Alex graduated a few days before I did. Somehow, even with his double-life, he’d managed to get good grades (it was the easiest way to keep his parents off his back, he said). Between that and his parents’ bank account, he can get into any school he wants. Problem is, now that he’s eighteen and is officially an adult, he has no idea what he wants. “It seems kind of empty to try to rebel against your parents when they can’t really tell you what to do, anymore,” He told me. Last I heard, he was talking about pre-law, but he hasn’t made any real plans. Oh, and he’s currently got this scraggly little goatee that I can’t help laughing at every time I see him.
As for me, I’ve been thinking about what I want to do, and I’m still not sure. I’m going to go to college, somewhere, and I’m thinking of being a psych major. Maybe be a therapist or something. Who knows, maybe I’ll get my own questionable TV show some day – I’m thinking along the lines of “Dr. Bran: Where the Raving get the Ratings.”

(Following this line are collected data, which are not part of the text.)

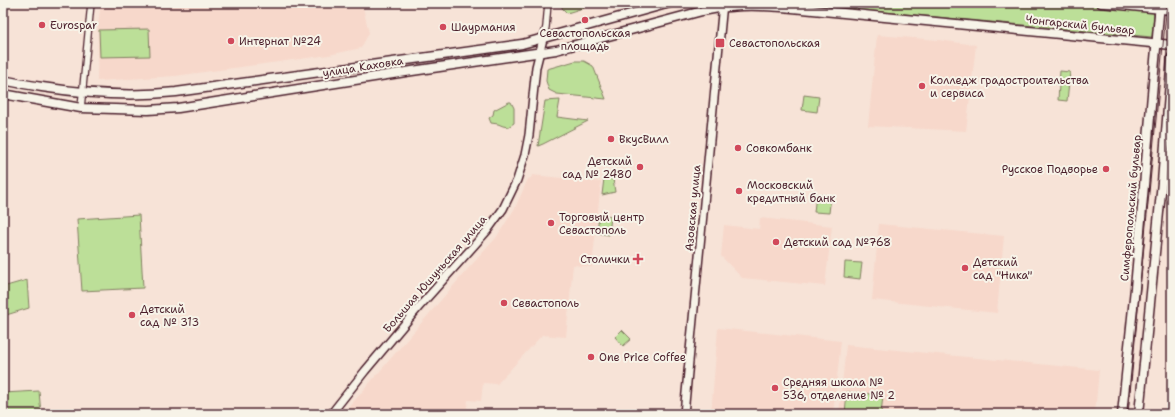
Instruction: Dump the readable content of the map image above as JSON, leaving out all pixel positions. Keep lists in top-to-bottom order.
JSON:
{
  "streets": {
    "main road": ["Чонгарский бульвар", "улица Каховка", "Симферопольский бульвар"],
    "street": ["Азовская улица", "Большая Юшуньская улица"]
  },
  "crossings": [
    ["Чонгарский бульвар", "улица Каховка"],
    ["Чонгарский бульвар", "Азовская улица"],
    ["Чонгарский бульвар", "Симферопольский бульвар"],
    ["улица Каховка", "Азовская улица"],
    ["улица Каховка", "Большая Юшуньская улица"]
  ],
  "places": {
    "other": [
      "Севастопольская площадь",
      "Eurospar",
      "Шаурмания",
      "Интернат №24",
      "Колледж градостроительства и сервиса",
      "ВкусВилл",
      "Совкомбанк",
      "Детский сад № 2480",
      "Русское Подворье",
      "Московский кредитный банк",
      "Торговый центр Севастополь",
      "Детский сад №768",
      "Детский сад \"Ника\"",
      "Севастополь",
      "Детский сад № 313",
      "One Price Coffee",
      "Средняя школа № 536, отделение № 2"
    ],
    "transit": ["Севастопольская"],
    "health": ["Столички"]
  }
}
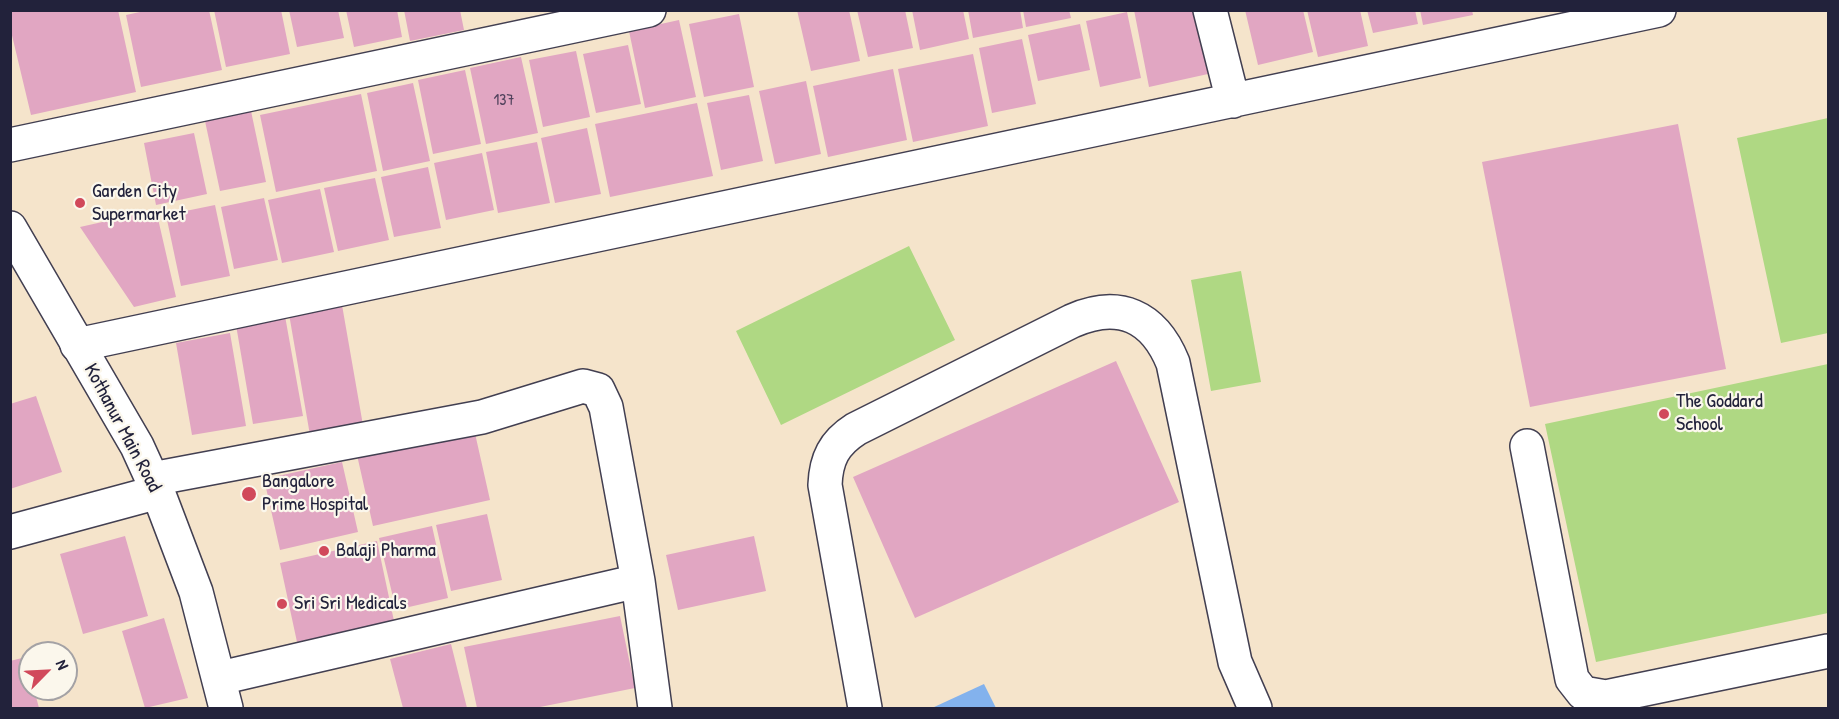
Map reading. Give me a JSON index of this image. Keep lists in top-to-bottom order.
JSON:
{
  "streets": {
    "street": ["Kothanur Main Road"]
  },
  "places": [
    "Garden City Supermarket",
    "The Goddard School",
    "Bangalore Prime Hospital",
    "Balaji Pharma",
    "Sri Sri Medicals"
  ],
  "house_numbers": ["137"],
  "north": "top right"
}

Romantically, all’s quiet on the Brandon front. And back. And, well, both sides, too. My relationship with Nick had been, much like the music I’d grown to love, fast and intense, and once it was over, I was kind of burnt out on the whole “romance” thing. Nick and I hadn’t spoken since that night. I think he was avoiding me, and maybe I was avoiding him, too. I don’t know. It’s not like we ever really saw each other before that trip to Columbus – we’d had to go out of our ways to run into each other after that. Avoidance was as simple as…well, sticking to our normal routines. Living our normal lives.
I pulled off my graduation cap and fanned myself with it, eyes closed, trying to kick up a slight breeze. As I’ve done every summer, I told myself to enjoy the heat, because winter’s coming, and it’ll probably suck as much as it usually does. And, like every summer, I tell that part of my brain to shut up, because it’s too hot to be looking on the bright side of things.
I heard some applause from inside as the door swung open, casting a long shadow next to me. I grinned, glad to know that I wasn’t the only one who’d had enough of the “inspirational” responsibility-speak. I pried my eyes open, squinting in the sun, curious as to who it was. The first thing I saw was his socks. He was wearing shorts, so it was easy to spot the mismatched pair, one tall green sock and one low black sock. Mark. Of course. I was just surprised he hadn’t made a break for freedom, sooner.
“Um…hey.” That wasn’t Mark’s voice. Come to think of it, Mark hadn’t been wearing shorts, either. I looked up, one hand over my eyes to block the sunlight.
At first, I almost didn’t recognize him. His hair was longer, and he was wearing casual clothes. But, really, no matter how he was dressed up, I’d never mistake that shy smile beneath those dark brown eyes.